In her statement, Warmington shared a different version of that story.
“I was intimidated while standing in front of other employees and felt I must comply. I was gravely concerned that my student athletes would lose their ability to compete if my program would have to be cut in order to fund the cost of the jury verdict, and I would also lose the job that I love.”
According to the News Tribune, “Miller, Wiles, the school’s former women’s basketball coach, and Banford, the ex-softball coach, have a separate lawsuit pending against UMD on the grounds of sexual-orientation discrimination.”
Lynne Williams, the University Marketing and Public Relations Director for UMD, released a statement following Warmington’s decision.
“The details of the investigation remain private data. However, we can say that complaints were made to the University, and a thorough investigation was conducted by an outside law firm. With respect to the other concerns included in her letter, UMD remains strongly committed to providing athletic programs of excellence in compliance with all Title IX and NCAA requirements. We respect the rights of all concerned in this situation. Therefore, we are not in a position to comment further.
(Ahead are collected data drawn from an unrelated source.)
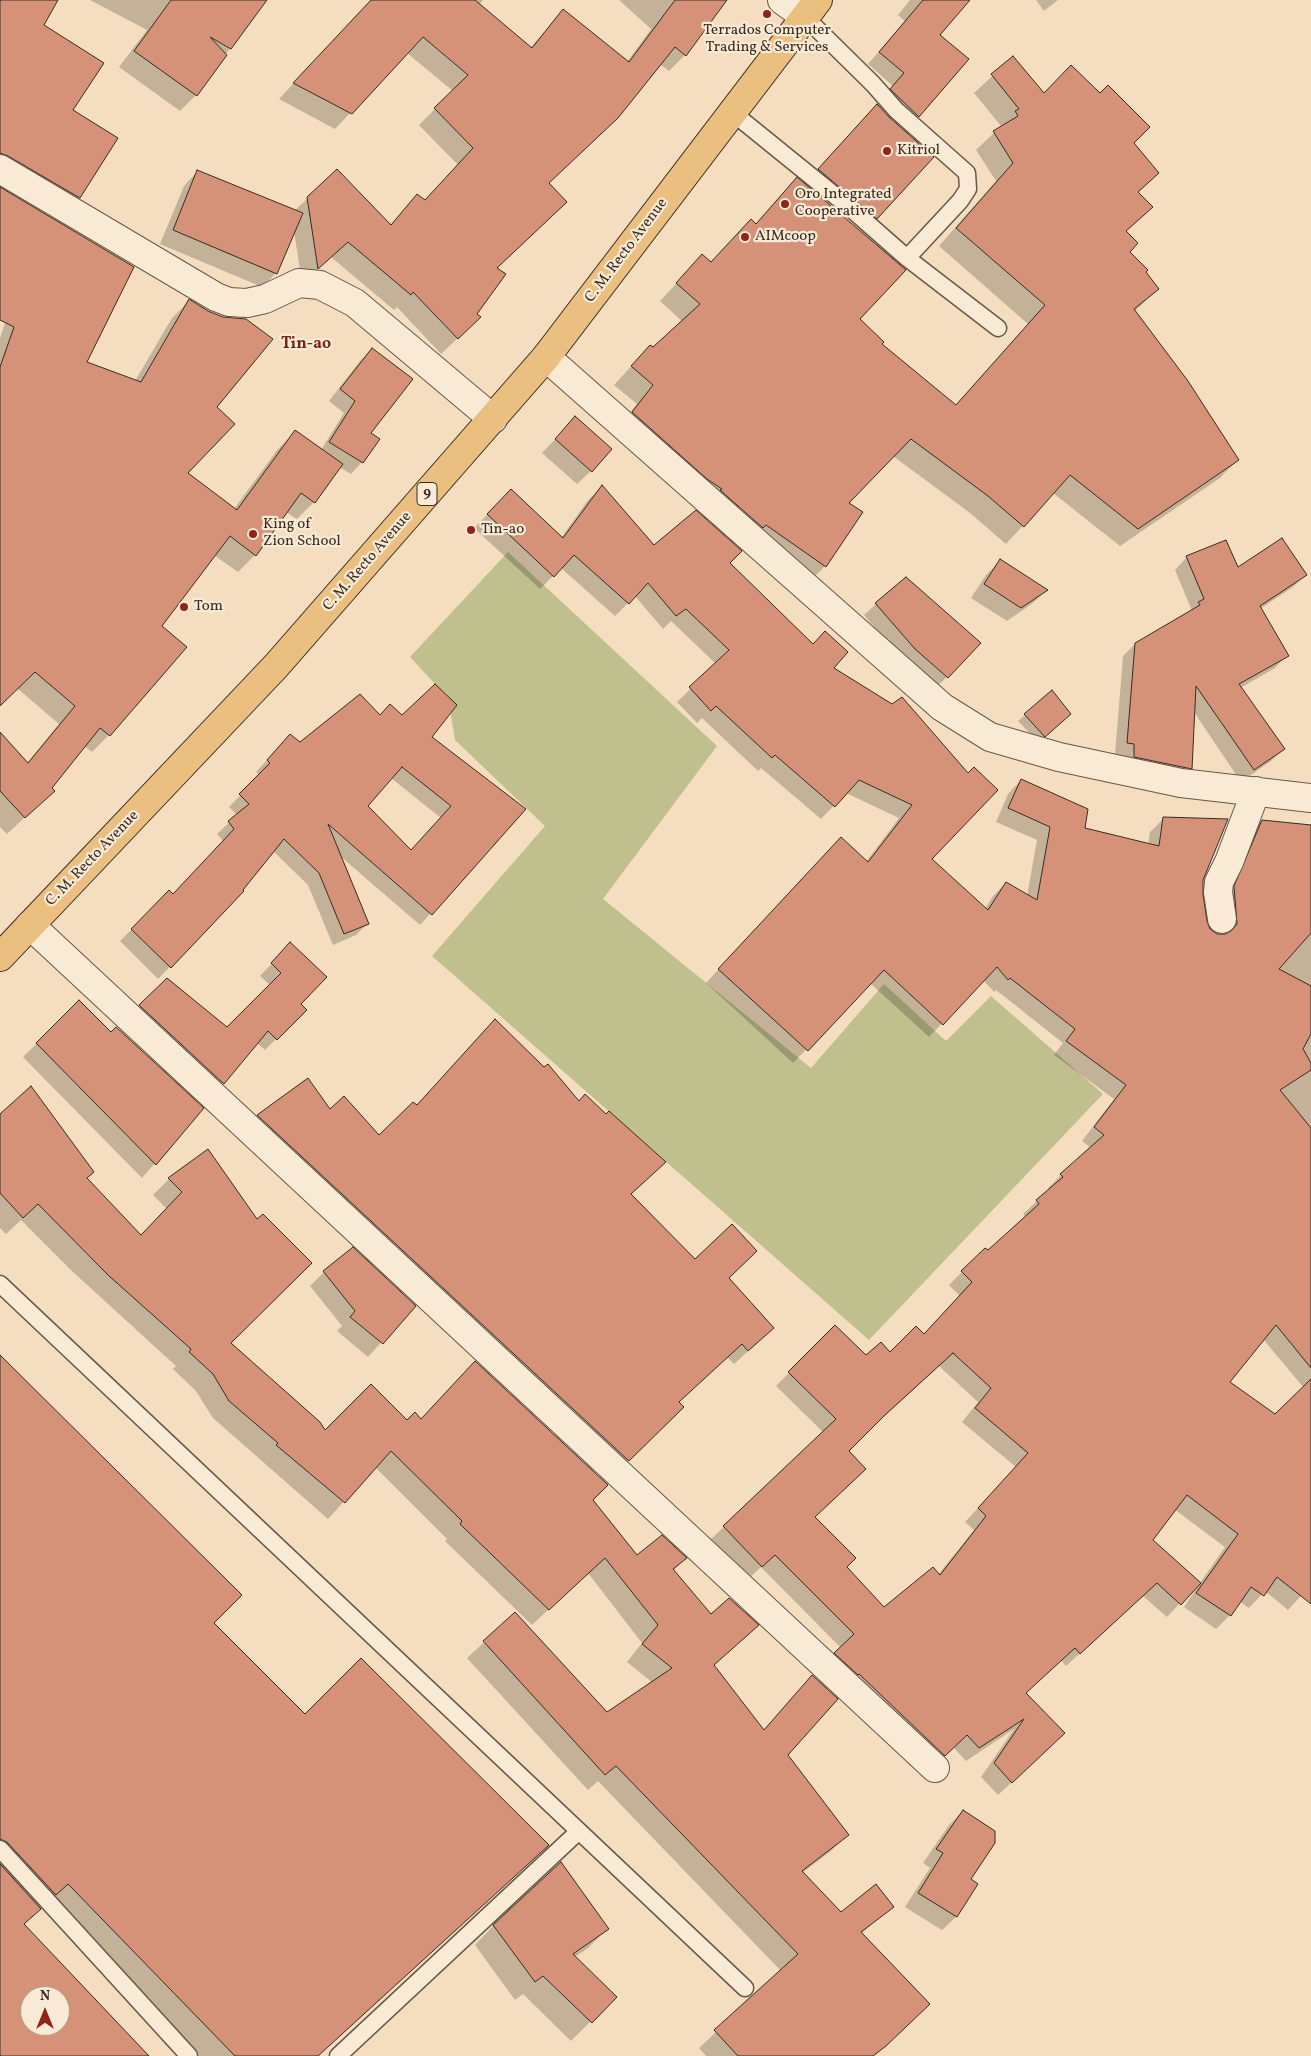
<!DOCTYPE html>
<style>
body{margin:0}
#map{position:relative;width:1311px;height:2056px;overflow:hidden;background:#f4debf;font-family:Vollkorn,serif}
canvas{display:block}
.north{position:absolute;left:20px;top:1986px;width:50px;height:50px;box-sizing:border-box;background:#f8ead5;border:1px solid #ab9e8d;border-radius:50%;rotate:0deg;font-size:14px;font-weight:700;line-height:20px;text-align:center;color:#372b22}
.north::after{content:'';display:block;margin:auto;width:18px;height:22px;background:#8f2418;clip-path:polygon(50% 0,100% 100%,50% 72%,0 100%)}
</style>
<div id="map">
<canvas width="1311" height="2056"></canvas>
<div class="north">N</div>
</div>
<script>
const ctx = document.querySelector('canvas').getContext('2d');
ctx.lineJoin = 'round';
function fillPath(path, color) {
  ctx.fillStyle = color;
  ctx.fill(path, 'evenodd');
}
function poly(rows) {
  const path = new Path2D();
  for (const r of rows) {
    path.moveTo(r[0], r[1]);
    for (let i = 2; i < r.length; i += 2) path.lineTo(r[i], r[i + 1]);
  }
  return path;
}
function trace(path, color, width, dash) {
  ctx.strokeStyle = color;
  ctx.lineWidth = width;
  ctx.lineCap = dash ? 'butt' : 'round';
  ctx.setLineDash(dash || []);
  ctx.stroke(path);
}
function label(font, color, halo, rows, align = 'center') {
  ctx.font = font + ' Vollkorn,serif';
  ctx.lineWidth = 4.5;
  ctx.setLineDash([]);
  ctx.textBaseline = 'middle';
  ctx.strokeStyle = halo;
  ctx.fillStyle = color;
  for (const [text, x, y, turn = 0] of rows) {
    ctx.save();
    ctx.translate(x, y);
    ctx.rotate((+turn || 0) * Math.PI / 180);
    ctx.textAlign = isNaN(turn) ? turn : align;
    if (halo) ctx.strokeText(text, 0, 0);
    ctx.fillText(text, 0, 0);
    ctx.restore();
  }
}
const green = poly([
 [508,552,717,746,603,899,811,1068,884,984,946,1041,991,996,1103,1094,869,1340,432,956,545,826,455,740,448,698,410,657]
]);
const shadow = poly([
 [0,0,56,0,43,25,71,110,116,138,79,197,62,214,0,178],
 [90,0,265,0,196,95,180,111,119,67,147,30],
 [371,0,483,0,479,5,530,48,563,11,627,62,651,29,619,0,725,0,685,55,669,71,660,64,548,183,496,269,463,333,441,354,397,307,394,310,331,257,302,283,294,231,276,273,262,287,160,244,184,186,197,172,294,211,308,198,390,226,417,196,424,202,458,165,419,125,453,91,407,53,335,129,279,99],
 [910,0,961,0,938,35,967,59,906,128,880,101,893,86,868,64,905,21,898,15],
 [1036,0,1058,0,1044,11],
 [1013,57,1044,95,1132,143,1158,173,1138,193,1151,207,1125,232,1128,252,1158,289,1134,312,1237,460,1220,478,1120,546,1053,493,1006,544,970,513,893,456,847,503,825,566,808,583,615,431,637,404,614,385,650,346,653,349,683,322,660,301,702,256,710,263,755,225,797,179,859,319,880,344,955,406,1028,324,939,246,996,181,976,150,1001,126,974,93],
 [870,112,877,218,870,224,813,176],
 [0,189,85,363,135,381,172,318,189,301,215,407,186,473,234,509,278,449,295,432,321,450,344,413,329,401,360,361,372,349,369,433,362,462,351,474,339,467,314,502,297,519,286,512,255,555,238,572,214,555,160,626,185,647,109,735,92,752,84,746,50,789,53,791,7,834,0,827,0,734,27,763,59,724,17,688,0,705,0,338,10,308,0,318],
 [562,432,591,471,577,484,542,453],
 [602,487,653,547,728,564,832,668,892,706,930,859,985,909,993,896,1006,883,1027,896,1037,840,996,822,1008,794,1021,780,1084,829,1148,845,1150,832,1163,819,1202,880,1201,894,1205,922,1209,930,1216,935,1224,935,1221,901,1248,835,1262,822,1311,826,1311,1585,1288,1610,1265,1591,1249,1608,1239,1601,1230,1615,1216,1629,1184,1607,1197,1588,1195,1587,1167,1617,1143,1596,1066,1666,1061,1660,1025,1693,1050,1747,998,1795,981,1777,1014,1729,966,1761,953,1747,931,1768,822,1667,841,1648,761,1567,748,1579,710,1540,823,1432,776,1386,835,1327,866,1357,890,1353,923,1335,960,1296,949,1285,985,1249,988,1252,1026,1217,1023,1214,1049,1190,1048,1188,1061,1175,1091,1148,1082,1141,1114,1099,1054,1055,1063,1043,996,990,994,992,983,980,929,1037,870,983,793,1063,706,983,828,852,866,862,899,818,846,793,821,819,761,768,758,771,702,718,697,723,677,702,716,664,671,621,663,629,635,596,615,616,561,568,540,589,474,528,511,491,561,538,588,500],
 [1263,1339,1304,1388,1275,1415,1229,1383],
 [939,1366,978,1402,962,1422,1016,1467,965,1522,974,1530,938,1575,884,1608,845,1567,813,1517,847,1451],
 [1174,1509,1225,1547,1200,1583,1151,1540],
 [1187,557,1237,569,1305,575,1293,587,1260,609,1287,655,1275,668,1240,688,1283,749,1271,761,1241,782,1194,712,1190,768,1178,780,1122,769,1123,756,1115,755,1123,656,1135,644,1192,611,1175,570],
 [1000,561,1046,590,1033,603,1007,621,971,598,986,575],
 [876,604,979,643,935,689,903,661,864,615],
 [1025,715,1063,720,1038,742,1018,721],
 [380,717,524,809,420,925,340,856,368,923,356,935,333,945,308,885,273,851,241,890,243,891,158,979,120,941,169,892,173,896,223,841,217,834,237,815,229,807,260,775,256,772,290,735,300,744],
 [391,778,441,818,411,851,367,806],
 [279,956,299,1004,305,1010,265,1050,257,1043,212,1095,128,1018,167,979,227,1029,270,985,260,976],
 [79,1002,111,1034,202,1109,142,1178,23,1057],
 [308,1080,330,1111,379,1136,416,1106,579,1102,606,1116,665,1162,630,1195,695,1260,728,1278,759,1341,734,1364,727,1357,678,1403,682,1407,615,1474,244,1129,257,1116],
 [0,1115,86,1178,141,1236,167,1209,153,1195,169,1179,208,1151,230,1343,325,1432,421,1420,592,1500,637,1557,685,1559,673,1571,711,1616,757,1625,713,1666,763,1731,812,1677,786,1755,847,1835,831,1851,802,1873,841,1913,892,1906,861,1934,911,2020,874,2056,706,2056,699,2048,781,1971,598,1781,588,1790,467,1658,515,1614,606,1714,653,1683,627,1662,642,1643,588,1573,532,1625,445,1541,447,1539,375,1467,328,1519,213,1418,196,1391,173,1369,176,1366,73,1272,21,1220,6,1234,0,1228],
 [324,1272,414,1306,368,1357,337,1331,342,1326,310,1286],
 [0,1357,212,1623,305,1715,547,1845,318,2056,193,2056,46,1905,23,1925,147,2056,0,2056],
 [30,1996,60,1996,60,2026,30,2026],
 [963,1811,969,1879,976,1884,956,1917,942,1930,905,1907,930,1868,923,1863,949,1825],
 [494,1925,607,1929,588,1948,575,1957,615,1997,571,2041,523,1994,515,2000,475,1945]
]);
const building = poly([
 [0,0,58,0,44,25,104,63,73,110,118,138,80,198,8,156,0,153,0,0],
 [171,0,267,0,231,49,210,37,227,55,197,96,134,51,171,0],
 [371,0,475,0,532,48,563,9,629,62,675,0,727,0,686,56,675,47,618,118,549,183,567,202,497,268,506,274,477,314,481,317,458,339,413,292,411,295,348,242,318,269,307,197,337,169,391,225,417,194,425,200,473,148,434,108,468,75,423,37,352,114,293,83,371,0],
 [923,0,970,0,940,35,969,59,919,117,890,89,904,73,879,52,923,0],
 [1013,56,1044,93,1071,65,1100,93,1108,85,1150,127,1134,143,1159,173,1138,192,1153,207,1126,231,1138,243,1130,252,1148,270,1146,272,1159,289,1134,309,1188,381,1239,460,1138,529,1070,475,1024,527,988,496,911,439,849,503,863,512,826,567,766,525,763,528,720,490,722,489,707,479,632,412,653,385,631,366,650,345,653,347,700,304,676,283,702,254,711,262,751,219,756,224,797,177,906,270,860,319,884,342,882,344,956,405,1045,305,956,228,1013,163,993,131,1018,116,1015,111,1019,109,991,74,1013,56],
 [877,104,889,117,934,157,877,219,818,169,877,104],
 [197,170,303,213,277,274,173,230,197,170],
 [0,187,134,267,87,362,141,382,189,299,208,311,223,317,246,319,273,339,217,407,235,424,188,473,237,510,295,430,343,464,315,503,301,493,256,556,230,536,162,626,187,647,110,736,100,728,52,788,55,791,25,818,0,791,0,732,28,763,75,706,35,672,0,706,0,367,14,327,0,320,0,187],
 [372,348,413,379,371,433,380,439,363,463,329,442,355,401,340,389,372,348],
 [575,416,612,449,592,472,555,439,575,416],
 [602,485,654,545,696,510,742,551,730,563,813,644,825,631,848,652,834,668,892,704,902,697,968,773,974,767,998,790,932,859,988,910,1006,882,1037,900,1050,827,1008,808,1021,779,1088,809,1085,828,1159,846,1163,817,1228,819,1203,880,1203,894,1207,921,1210,929,1217,934,1225,934,1231,931,1237,924,1234,886,1262,820,1311,825,1311,933,1279,969,1311,986,1311,1034,1303,1049,1311,1063,1311,1070,1280,1090,1311,1128,1311,1368,1276,1325,1230,1382,1275,1414,1311,1379,1311,1604,1277,1577,1264,1596,1251,1587,1231,1616,1196,1593,1238,1534,1187,1495,1153,1540,1201,1583,1181,1605,1157,1583,1080,1654,1075,1648,1026,1693,1065,1733,1012,1783,994,1763,1024,1719,979,1748,967,1735,945,1756,859,1674,858,1675,834,1653,854,1634,775,1555,762,1567,723,1526,836,1419,788,1372,835,1325,866,1355,881,1342,890,1352,916,1326,924,1334,972,1282,961,1271,985,1248,988,1250,1039,1204,1036,1200,1063,1177,1060,1174,1104,1135,1094,1127,1126,1085,1066,1041,1075,1029,1010,978,1008,980,997,967,943,1025,884,970,808,1051,718,969,841,837,868,862,912,805,859,780,835,807,775,755,772,758,716,706,711,711,689,687,729,650,686,609,676,616,648,583,629,604,574,555,554,577,487,514,511,489,563,538,602,485],
 [953,1353,991,1388,975,1408,1028,1453,978,1508,986,1516,940,1575,933,1567,884,1607,847,1567,856,1558,815,1517,866,1469,849,1451,885,1415,953,1353],
 [1282,538,1307,575,1260,606,1289,656,1239,684,1285,749,1254,770,1196,686,1192,769,1134,757,1134,744,1127,743,1135,643,1200,605,1198,602,1204,599,1186,556,1226,540,1238,567,1282,538],
 [1000,559,1048,590,1021,608,984,584,1000,559],
 [906,577,981,643,948,678,915,649,875,603,906,577],
 [435,684,457,705,432,737,526,809,432,915,328,824,369,924,344,934,319,873,284,839,243,890,244,891,171,968,131,929,169,890,173,894,234,829,228,821,249,804,239,794,270,763,267,760,290,734,300,742,360,694,380,715,390,704,402,715,435,684],
 [402,767,451,806,411,850,368,806,402,767],
 [1052,690,1071,714,1045,737,1024,714,1052,690],
 [290,942,327,977,301,1004,307,1010,277,1040,268,1031,224,1084,139,1005,167,978,227,1027,281,973,271,963,290,942],
 [79,1000,111,1032,116,1027,204,1108,156,1165,36,1043,79,1000],
 [495,1019,544,1067,548,1064,579,1101,585,1094,606,1114,609,1111,666,1162,631,1194,695,1259,732,1224,757,1251,729,1278,774,1328,748,1351,742,1344,679,1402,684,1407,629,1461,257,1115,308,1078,330,1109,344,1096,379,1135,413,1102,417,1105,495,1019],
 [31,1086,94,1172,87,1178,141,1235,182,1192,168,1178,208,1149,257,1219,263,1214,312,1263,231,1343,320,1422,325,1430,371,1384,407,1420,415,1412,421,1419,475,1361,608,1485,593,1500,637,1555,662,1535,687,1558,673,1569,711,1614,729,1598,759,1625,714,1665,764,1730,812,1675,838,1699,788,1755,849,1835,802,1871,841,1912,876,1884,894,1907,861,1932,930,2004,886,2046,873,2056,738,2056,714,2030,798,1954,616,1766,605,1775,483,1641,515,1612,607,1712,672,1668,642,1644,658,1625,605,1558,549,1610,460,1524,462,1521,391,1451,345,1503,276,1445,278,1443,229,1401,213,1374,189,1352,191,1349,108,1275,38,1204,23,1218,0,1193,0,1114,31,1086],
 [353,1247,416,1306,383,1344,350,1317,355,1311,323,1271,353,1247],
 [0,1355,242,1595,214,1623,305,1714,361,1658,549,1845,318,2056,235,2056,68,1884,56,1895,7,1842,0,1839,0,1355],
 [963,1810,995,1831,995,1843,971,1879,978,1884,957,1917,918,1893,943,1853,936,1849,963,1810],
 [561,1862,609,1929,573,1954,617,1997,592,2023,543,1976,535,1982,493,1925,561,1862],
 [0,1864,41,1909,24,1924,149,2056,0,2056,0,1864],
 [30,1996,60,1996,60,2026,30,2026,30,1996]
]);
const lane = poly([
 [805,17,873,84,896,110,967,173,968,189,960,201,907,258],
 [733,113,849,207,907,258,998,328],
 [0,1284,745,1988],
 [0,1849,189,2056],
 [338,2056,579,1831]
]);
const street = poly([
 [782,0,805,17],
 [0,169,216,297,229,302,247,303,265,299,299,283,320,285,355,303,493,419],
 [546,357,942,707,990,737,1059,757,1181,783,1311,798],
 [1222,919,1218,892,1219,882,1229,862,1256,791],
 [30,925,935,1768]
]);
const highway = poly([
 [0,957,276,666,546,357,818,0]
]);
const markers = [
 [767,14,5,"#8f2418"],
 [887,151,5,"#8f2418"],
 [785,204,5,"#8f2418"],
 [745,237,5,"#8f2418"],
 [471,530,5,"#8f2418"],
 [253,534,5,"#8f2418"],
 [184,607,5,"#8f2418"]
];
const shields = [
 [427,494,20]
];
const shieldNames = [
 ["9",427,494]
];
const poiNames = [
 ["Terrados Computer",767,31,"center"],
 ["Trading & Services",767,48,"center"],
 ["Kitriol",897,151],
 ["Oro Integrated",795,195],
 ["Cooperative",795,212],
 ["AIMcoop",755,237],
 ["King of",263,525],
 ["Zion School",263,542],
 ["Tin-ao",481,530],
 ["Tom",194,607]
];
const streetNames = [
 ["C. M. Recto Avenue",627,251,-53],
 ["C. M. Recto Avenue",368,562,-49],
 ["C. M. Recto Avenue",93,859,-46]
];
const neighbourhoodNames = [
 ["Tin-ao",306,345]
];
fillPath(green, '#c0c08f');
fillPath(shadow, '#0003');
fillPath(building, '#d59279');
trace(building, '#372b22', 1);
trace(lane, '#665849', 19);
trace(street, '#665849', 30);
trace(highway, '#372b22', 30);
trace(lane, '#f8ead5', 16);
trace(street, '#f8ead5', 28);
trace(highway, '#eabf80', 28);
for (const [x, y, r, color] of markers) {
  const dot = new Path2D();
  dot.arc(x, y, r, 0, 2 * Math.PI);
  ctx.fillStyle = color;
  ctx.fill(dot);
  trace(dot, '#f8ead5', 2);
}
for (const [x, y, w] of shields) {
  const box = new Path2D();
  box.roundRect(x - w / 2, y - 11.5, w, 23, 4);
  ctx.fillStyle = '#f8ead5';
  ctx.fill(box);
  trace(box, '#372b22', 1);
}
label('bold 14px', '#372b22', null, shieldNames);
label('15px', '#372b22', '#f8ead5', poiNames, 'left');
label('15px', '#372b22', '#f8ead5', streetNames);
label('bold 16px', '#7a1f14', '#f8ead5', neighbourhoodNames);
</script>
UMD Athletics will undertake a search for Warmington's replacement immediately and are exploring options to bring in someone to guide the program until the search is completed.”
During her tenure as head coach, Warmington had national success. In seven of her eight seasons, UMD qualified for the Division II Cross Country Championship. In 2014 they placed third, the best finish in program history. They also racked up Central Region champions in 2013 and 2014, along with Northern Sun Intercollegiate Conference championships in 2013 and 2015. The track team captured the NSIC indoor championship in 2014.